Fewer Scams, Bigger Losses: Understanding Malawi’s Mobile Money Fraud

A recent report by Times360 Malawi reveals a puzzling paradox in Malawi’s fight against mobile money fraud. Citing the Malawi Communications Regulatory Authority (MACRA), the report said fraud cases in Malawi fell by 63.6% between 2024 and 2025, from 4,883 to 1,779. On the surface, this appears to be a success attributable to awareness campaigns, tighter regulation, and cooperation between service providers and law enforcement.

MACRA’s Public Relations Officer, Limbani Nsapato, confirmed this trend. Malawi Police Service spokesperson Lael Chimtembo also highlighted low awareness, digital illiteracy, and security gaps (despite a decrease in reported scams) as key drivers. Beyond arrests, Chimtembo stressed the need for stronger user education and system safeguards.
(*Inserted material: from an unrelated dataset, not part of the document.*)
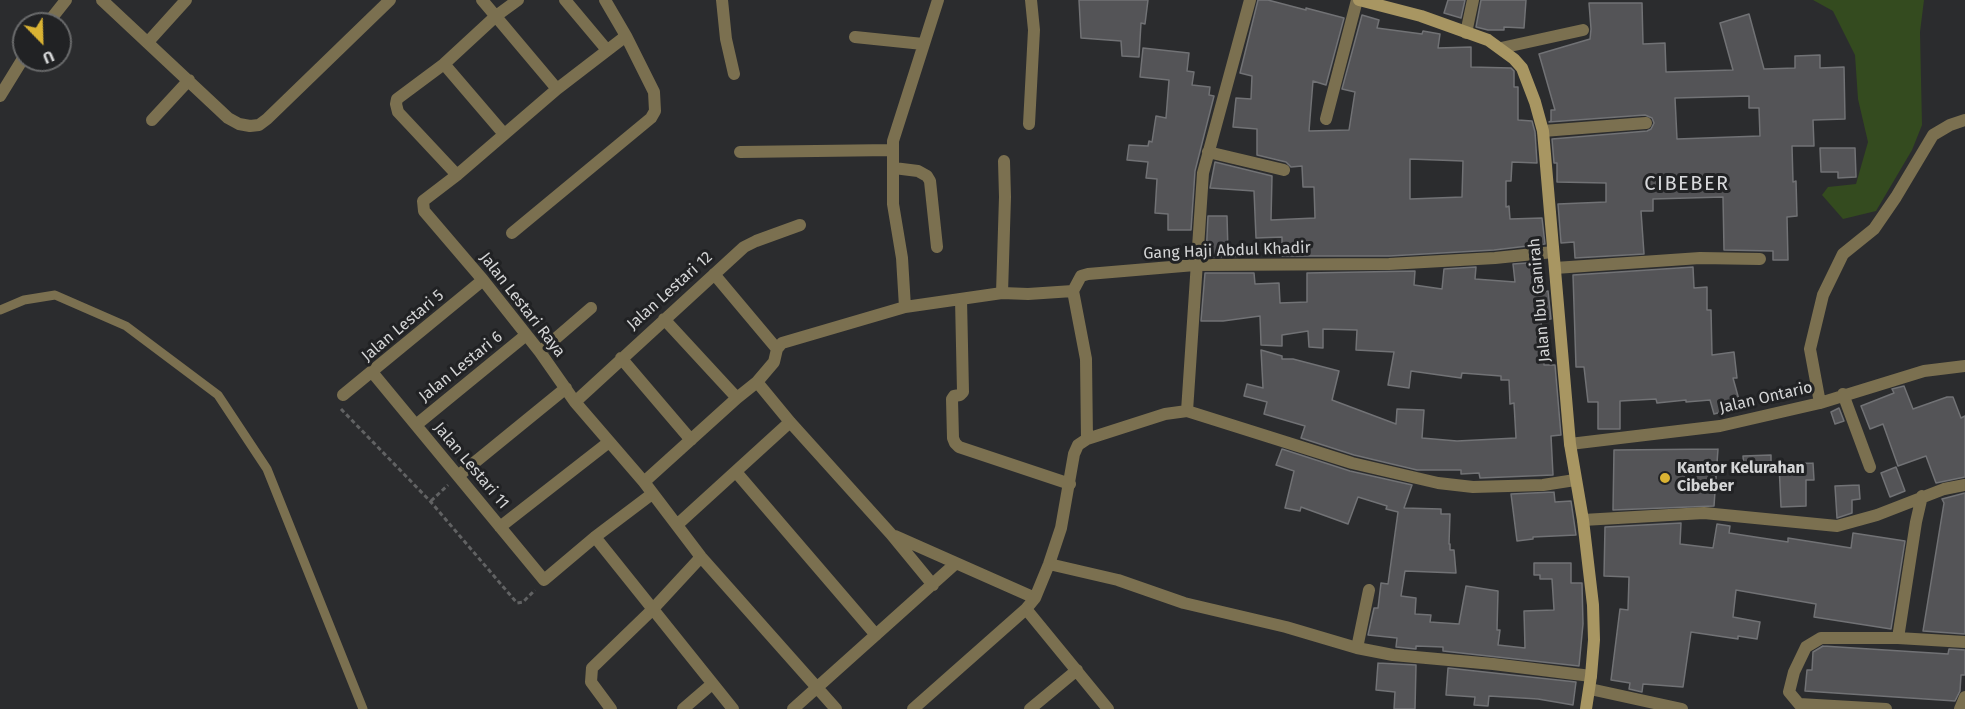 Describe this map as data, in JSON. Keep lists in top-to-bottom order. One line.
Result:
{"streets":{"main road":["Jalan Ibu Ganirah"],"street":["Gang Haji Abdul Khadir","Jalan Lestari 12","Jalan Lestari Raya","Jalan Lestari 5","Jalan Lestari 6","Jalan Ontario","Jalan Lestari 11"]},"crossings":[["Gang Haji Abdul Khadir","Jalan Ibu Ganirah"],["Jalan Lestari 12","Jalan Lestari Raya"],["Jalan Ibu Ganirah","Jalan Ontario"],["Jalan Lestari Raya","Jalan Lestari 5"],["Jalan Lestari Raya","Jalan Lestari 6"],["Jalan Lestari 5","Jalan Lestari 11"],["Jalan Lestari 6","Jalan Lestari 11"]],"districts":["CIBEBER"],"places":["Kantor Kelurahan Cibeber"],"north":"bottom right"}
However, the reality is more complex than that. In particular, the total value lost to fraud tells a different story. According to the report, the amount lost to fraud rose from K200.2 million in 2024 to K256.5 million in 2025. This suggests that while scams may be fewer in number, they are far more damaging. A simple calculation shows that the average reported loss per case has jumped from roughly K41,000 in 2024 to about K144,000 in 2025. This is more than three times higher, indicating that the scams that are still succeeding are perhaps more targeted, sophisticated, and financially devastating for victims.

What do these numbers mean?

There are several possible reasons. First, as basic scams, such as generic phishing text messages, fake prize calls, and crude impersonation attempts, become easier to recognise, fraudsters are adapting. It would appear fraudsters are focusing on fewer victims transacting larger sums, such as small business owners, high-volume traders, and individuals receiving regular transfers. These scams rely heavily on what is called social engineering.

In cybersecurity, social engineering is the psychological manipulation of people into performing actions or providing confidential information, bypassing technical security controls. Instead of hacking software, attackers exploit human emotions such as trust, fear, and urgency. These tactics include impersonating mobile money agents or authority figures, creating a sense of urgency, and manipulating trust. Most of us have received these fraudulent calls. In the past, prisoners at Zomba Maximum Prison have been implicated in these scams.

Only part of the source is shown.